#### [WORK ITEM]
From the first record to the last, write each one out again exactly.

#### [Dataset entries]
━━━━━━━━
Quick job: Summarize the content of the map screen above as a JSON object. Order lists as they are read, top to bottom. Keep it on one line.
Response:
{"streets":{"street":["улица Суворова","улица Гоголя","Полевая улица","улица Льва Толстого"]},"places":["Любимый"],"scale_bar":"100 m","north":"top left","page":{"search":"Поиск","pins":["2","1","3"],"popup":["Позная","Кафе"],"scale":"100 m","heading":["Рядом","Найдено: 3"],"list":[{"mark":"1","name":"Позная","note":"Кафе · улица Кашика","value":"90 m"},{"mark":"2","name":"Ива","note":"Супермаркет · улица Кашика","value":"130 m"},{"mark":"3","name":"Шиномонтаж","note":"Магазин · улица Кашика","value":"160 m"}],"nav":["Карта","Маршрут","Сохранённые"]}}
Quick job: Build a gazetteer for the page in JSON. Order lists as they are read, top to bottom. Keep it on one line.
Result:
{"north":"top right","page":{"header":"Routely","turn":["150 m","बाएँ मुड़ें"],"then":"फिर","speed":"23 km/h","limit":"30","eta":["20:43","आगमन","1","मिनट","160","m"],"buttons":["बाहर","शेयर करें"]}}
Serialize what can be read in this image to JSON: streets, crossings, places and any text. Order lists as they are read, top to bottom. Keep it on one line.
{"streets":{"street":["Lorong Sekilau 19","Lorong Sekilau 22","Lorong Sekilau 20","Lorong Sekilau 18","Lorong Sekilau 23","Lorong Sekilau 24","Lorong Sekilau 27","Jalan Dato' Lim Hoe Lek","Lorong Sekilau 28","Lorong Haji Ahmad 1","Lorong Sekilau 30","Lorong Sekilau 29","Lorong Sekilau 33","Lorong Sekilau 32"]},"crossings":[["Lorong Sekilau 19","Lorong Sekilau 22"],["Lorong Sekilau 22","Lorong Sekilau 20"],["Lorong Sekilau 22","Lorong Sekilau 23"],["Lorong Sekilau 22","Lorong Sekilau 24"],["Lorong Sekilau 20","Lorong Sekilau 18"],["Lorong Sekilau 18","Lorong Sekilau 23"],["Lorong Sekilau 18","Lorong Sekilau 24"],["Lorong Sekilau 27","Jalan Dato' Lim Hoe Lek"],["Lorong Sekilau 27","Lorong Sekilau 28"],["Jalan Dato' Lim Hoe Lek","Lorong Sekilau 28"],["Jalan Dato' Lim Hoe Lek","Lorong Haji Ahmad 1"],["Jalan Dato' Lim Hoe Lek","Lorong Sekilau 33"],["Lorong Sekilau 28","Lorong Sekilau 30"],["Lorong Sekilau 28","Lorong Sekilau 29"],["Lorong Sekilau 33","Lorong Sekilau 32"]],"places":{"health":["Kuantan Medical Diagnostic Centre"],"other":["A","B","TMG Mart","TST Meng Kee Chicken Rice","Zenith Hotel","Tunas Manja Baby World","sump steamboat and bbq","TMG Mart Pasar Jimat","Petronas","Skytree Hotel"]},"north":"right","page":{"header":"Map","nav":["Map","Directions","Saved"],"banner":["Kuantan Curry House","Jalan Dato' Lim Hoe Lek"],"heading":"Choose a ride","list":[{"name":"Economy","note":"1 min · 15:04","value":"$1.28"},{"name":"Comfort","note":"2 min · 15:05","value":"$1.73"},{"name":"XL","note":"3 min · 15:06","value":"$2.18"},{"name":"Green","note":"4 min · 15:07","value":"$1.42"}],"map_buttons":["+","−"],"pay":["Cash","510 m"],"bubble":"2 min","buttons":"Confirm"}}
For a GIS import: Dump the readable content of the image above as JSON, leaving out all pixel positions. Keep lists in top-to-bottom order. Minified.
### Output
━━━━━━━━
#### [TASK SOLUTION]
Quick job: Summarize the content of the map screen above as a JSON object. Order lists as they are read, top to bottom. Keep it on one line.
Response:
{"streets":{"street":["улица Суворова","улица Гоголя","Полевая улица","улица Льва Толстого"]},"places":["Любимый"],"scale_bar":"100 m","north":"top left","page":{"search":"Поиск","pins":["2","1","3"],"popup":["Позная","Кафе"],"scale":"100 m","heading":["Рядом","Найдено: 3"],"list":[{"mark":"1","name":"Позная","note":"Кафе · улица Кашика","value":"90 m"},{"mark":"2","name":"Ива","note":"Супермаркет · улица Кашика","value":"130 m"},{"mark":"3","name":"Шиномонтаж","note":"Магазин · улица Кашика","value":"160 m"}],"nav":["Карта","Маршрут","Сохранённые"]}}
Quick job: Build a gazetteer for the page in JSON. Order lists as they are read, top to bottom. Keep it on one line.
Result:
{"north":"top right","page":{"header":"Routely","turn":["150 m","बाएँ मुड़ें"],"then":"फिर","speed":"23 km/h","limit":"30","eta":["20:43","आगमन","1","मिनट","160","m"],"buttons":["बाहर","शेयर करें"]}}
Serialize what can be read in this image to JSON: streets, crossings, places and any text. Order lists as they are read, top to bottom. Keep it on one line.
{"streets":{"street":["Lorong Sekilau 19","Lorong Sekilau 22","Lorong Sekilau 20","Lorong Sekilau 18","Lorong Sekilau 23","Lorong Sekilau 24","Lorong Sekilau 27","Jalan Dato' Lim Hoe Lek","Lorong Sekilau 28","Lorong Haji Ahmad 1","Lorong Sekilau 30","Lorong Sekilau 29","Lorong Sekilau 33","Lorong Sekilau 32"]},"crossings":[["Lorong Sekilau 19","Lorong Sekilau 22"],["Lorong Sekilau 22","Lorong Sekilau 20"],["Lorong Sekilau 22","Lorong Sekilau 23"],["Lorong Sekilau 22","Lorong Sekilau 24"],["Lorong Sekilau 20","Lorong Sekilau 18"],["Lorong Sekilau 18","Lorong Sekilau 23"],["Lorong Sekilau 18","Lorong Sekilau 24"],["Lorong Sekilau 27","Jalan Dato' Lim Hoe Lek"],["Lorong Sekilau 27","Lorong Sekilau 28"],["Jalan Dato' Lim Hoe Lek","Lorong Sekilau 28"],["Jalan Dato' Lim Hoe Lek","Lorong Haji Ahmad 1"],["Jalan Dato' Lim Hoe Lek","Lorong Sekilau 33"],["Lorong Sekilau 28","Lorong Sekilau 30"],["Lorong Sekilau 28","Lorong Sekilau 29"],["Lorong Sekilau 33","Lorong Sekilau 32"]],"places":{"health":["Kuantan Medical Diagnostic Centre"],"other":["A","B","TMG Mart","TST Meng Kee Chicken Rice","Zenith Hotel","Tunas Manja Baby World","sump steamboat and bbq","TMG Mart Pasar Jimat","Petronas","Skytree Hotel"]},"north":"right","page":{"header":"Map","nav":["Map","Directions","Saved"],"banner":["Kuantan Curry House","Jalan Dato' Lim Hoe Lek"],"heading":"Choose a ride","list":[{"name":"Economy","note":"1 min · 15:04","value":"$1.28"},{"name":"Comfort","note":"2 min · 15:05","value":"$1.73"},{"name":"XL","note":"3 min · 15:06","value":"$2.18"},{"name":"Green","note":"4 min · 15:07","value":"$1.42"}],"map_buttons":["+","−"],"pay":["Cash","510 m"],"bubble":"2 min","buttons":"Confirm"}}
For a GIS import: Dump the readable content of the image above as JSON, leaving out all pixel positions. Keep lists in top-to-bottom order. Minified.
### Output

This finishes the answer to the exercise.